Di fronte a un silenzio che durava da troppo tempo e all’aggravarsi delle condizioni dell’Arco di Torre Cervati, ventidue famiglie residenti nella zona hanno deciso di non restare più a guardare. La loro pazienza, messa a dura prova da anni di promesse mancate e interventi inesistenti, ha ceduto il passo a un’azione concreta e determinata. Hanno presentato un esposto ai Carabinieri del Nucleo Tutela Patrimonio Culturale, un gesto significativo che evidenzia la gravità della situazione e la determinazione dei cittadini a proteggere la propria storia e il proprio ambiente.

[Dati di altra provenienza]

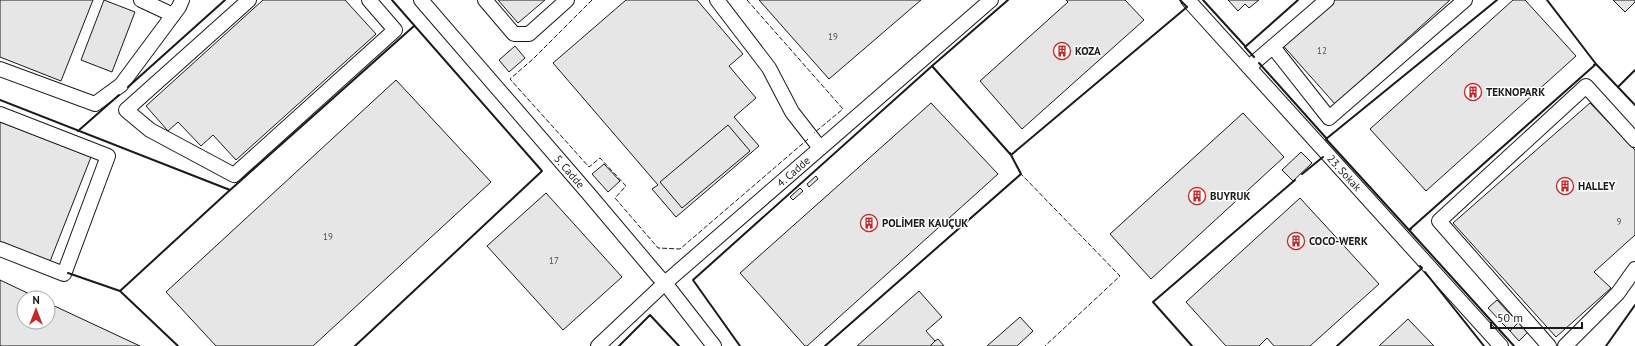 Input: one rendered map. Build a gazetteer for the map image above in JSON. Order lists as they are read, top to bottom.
{
  "streets": {
    "street": ["5. Cadde", "4. Cadde", "23. Sokak"]
  },
  "crossings": [
    ["5. Cadde", "4. Cadde"]
  ],
  "places": {
    "building": [
      "KOZA",
      "TEKNOPARK",
      "HALLEY",
      "BUYRUK",
      "POLİMER KAUÇUK",
      "COCO-WERK"
    ]
  },
  "house_numbers": [
    "19",
    "12",
    "9",
    "19",
    "17"
  ],
  "scale_bar": "50 m",
  "north": "top"
} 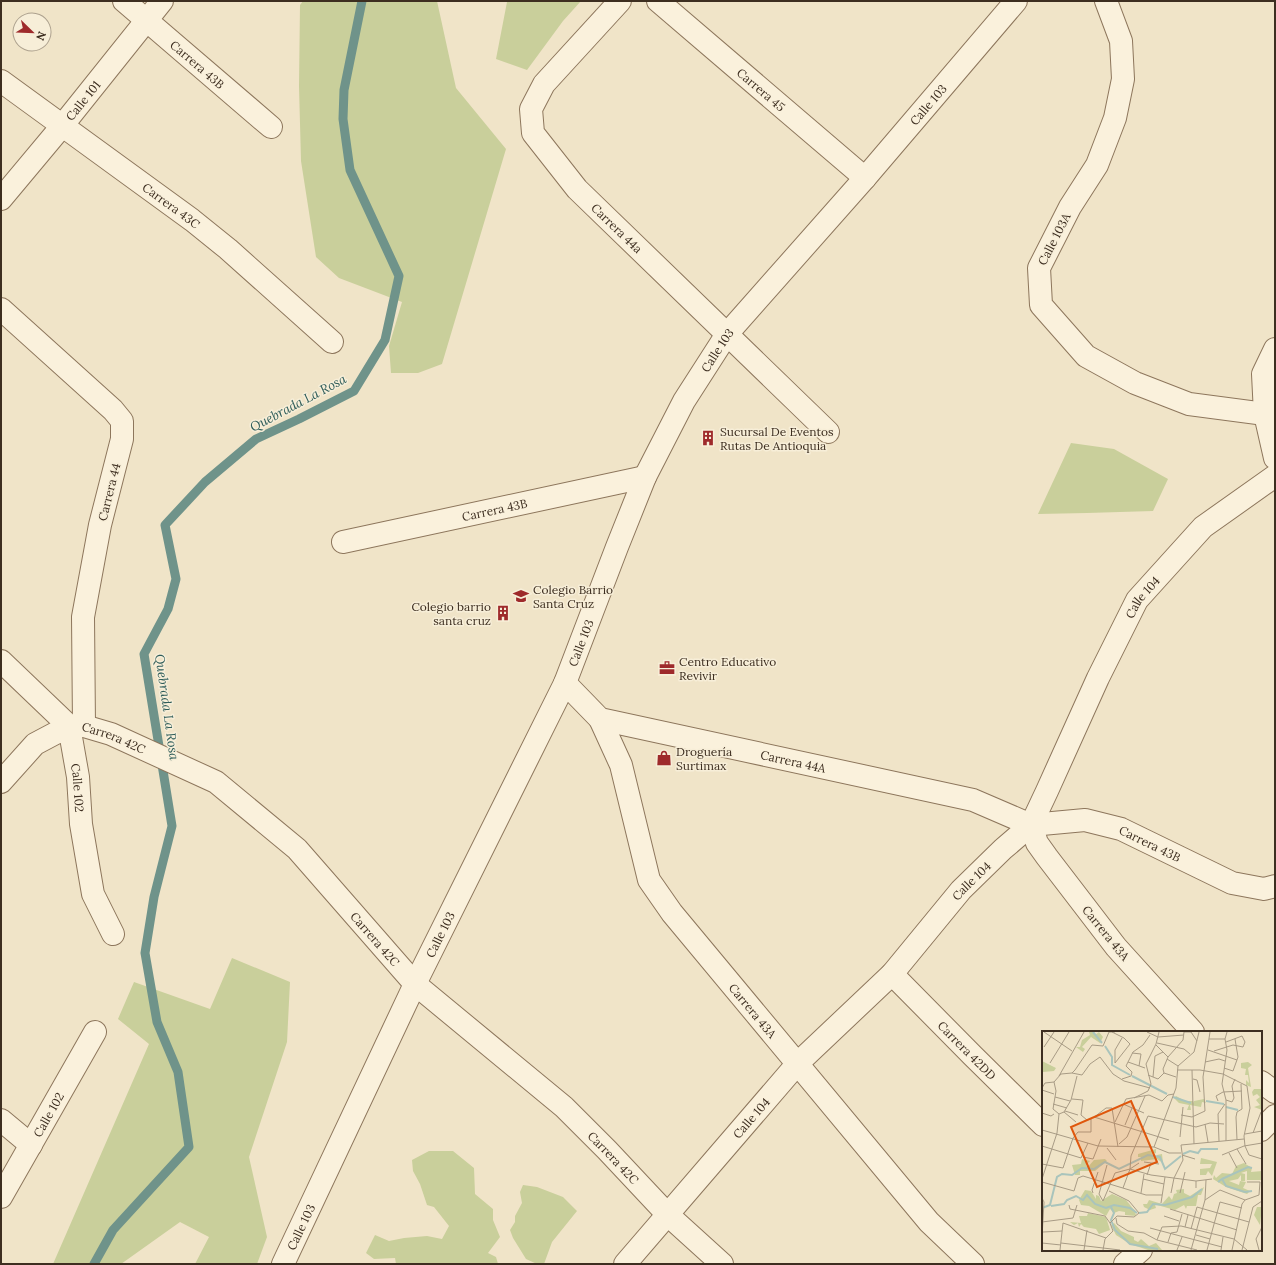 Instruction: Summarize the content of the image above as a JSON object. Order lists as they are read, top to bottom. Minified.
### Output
{"streets":{"street":["Carrera 43B","Carrera 45","Calle 101","Calle 103","Carrera 43C","Carrera 44a","Calle 103A","Carrera 44","Calle 104","Carrera 42C","Carrera 44A","Calle 102","Carrera 43A","Carrera 42DD"]},"crossings":[["Carrera 43B","Calle 101"],["Carrera 43B","Calle 103"],["Carrera 43B","Calle 104"],["Carrera 43B","Carrera 44A"],["Carrera 43B","Carrera 43A"],["Carrera 45","Calle 103"],["Calle 101","Carrera 43C"],["Calle 103","Carrera 44a"],["Calle 103","Carrera 42C"],["Carrera 44","Carrera 42C"],["Carrera 44","Calle 102"],["Calle 104","Carrera 42C"],["Calle 104","Carrera 44A"],["Calle 104","Carrera 43A"],["Calle 104","Carrera 42DD"],["Carrera 42C","Calle 102"],["Carrera 44A","Carrera 43A"]],"water":["Quebrada La Rosa"],"places":{"building":["Sucursal De Eventos Rutas De Antioquia","Colegio barrio santa cruz"],"school or university":["Colegio Barrio Santa Cruz"],"office":["Centro Educativo Revivir"],"shop":["Droguería Surtimax"]},"north":"bottom right"}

La denuncia non è stata dettata solo dal disagio quotidiano causato dalle transenne e dai ponteggi, che rendono la zona un labirinto pericoloso e inefficiente. L’esposto sottolinea principalmente il rischio imminente di crollo della struttura e la conseguente e irrevocabile perdita del suo pregio storico. È una battaglia per la memoria, per la salvaguardia di un bene culturale che, se non recuperato, sarà perso per sempre. I residenti chiedono che le istituzioni agiscano con la dovuta urgenza, non solo per mettere in sicurezza l’area, ma anche per avviare un serio progetto di recupero e valorizzazione che restituisca all’Arco di Torre Cervati la dignità che merita.
Verso una soluzione? L’incontro pubblico con il Comune
Incontro pubblico con il Comune: un confronto aperto per trovare soluzioni.
La mobilitazione dei residenti ha finalmente sortito un primo, importante risultato: la fissazione di un incontro pubblico. La data da segnare è il 22 aprile, e il luogo scelto è la scuola Cinquegrana, un simbolo di comunità e partecipazione. A questo appuntamento cruciale sono stati invitati non solo le ventidue famiglie artefici dell’esposto, ma anche associazioni locali, esperti del settore dei beni culturali e, soprattutto, rappresentanti della Giunta Manfredi. L’obiettivo è chiaro: sollecitare un intervento urgente che possa finalmente mettere fine all’agonia dell’Arco di Torre Cervati.
Questo incontro rappresenta una speranza concreta per il futuro del monumento. Sarà l’occasione per un confronto diretto e trasparente, dove le voci dei cittadini e degli esperti potranno presentare le loro istanze e proposte direttamente a chi ha il potere di agire. La discussione verterà non solo sulle modalità per la messa in sicurezza immediata dell’area, ma anche sulla pianificazione di un progetto di recupero a lungo termine. È fondamentale che da questo tavolo emergano impegni precisi e tempistiche definite, affinché la promessa di un recupero non rimanga l’ennesima intenzione inattuata. Napoli e i suoi abitanti meritano che la loro storia e i loro monumenti siano trattati con il rispetto e la cura che meritano, affinché l’Arco di Torre Cervati possa tornare a essere un vanto, e non più una vergogna.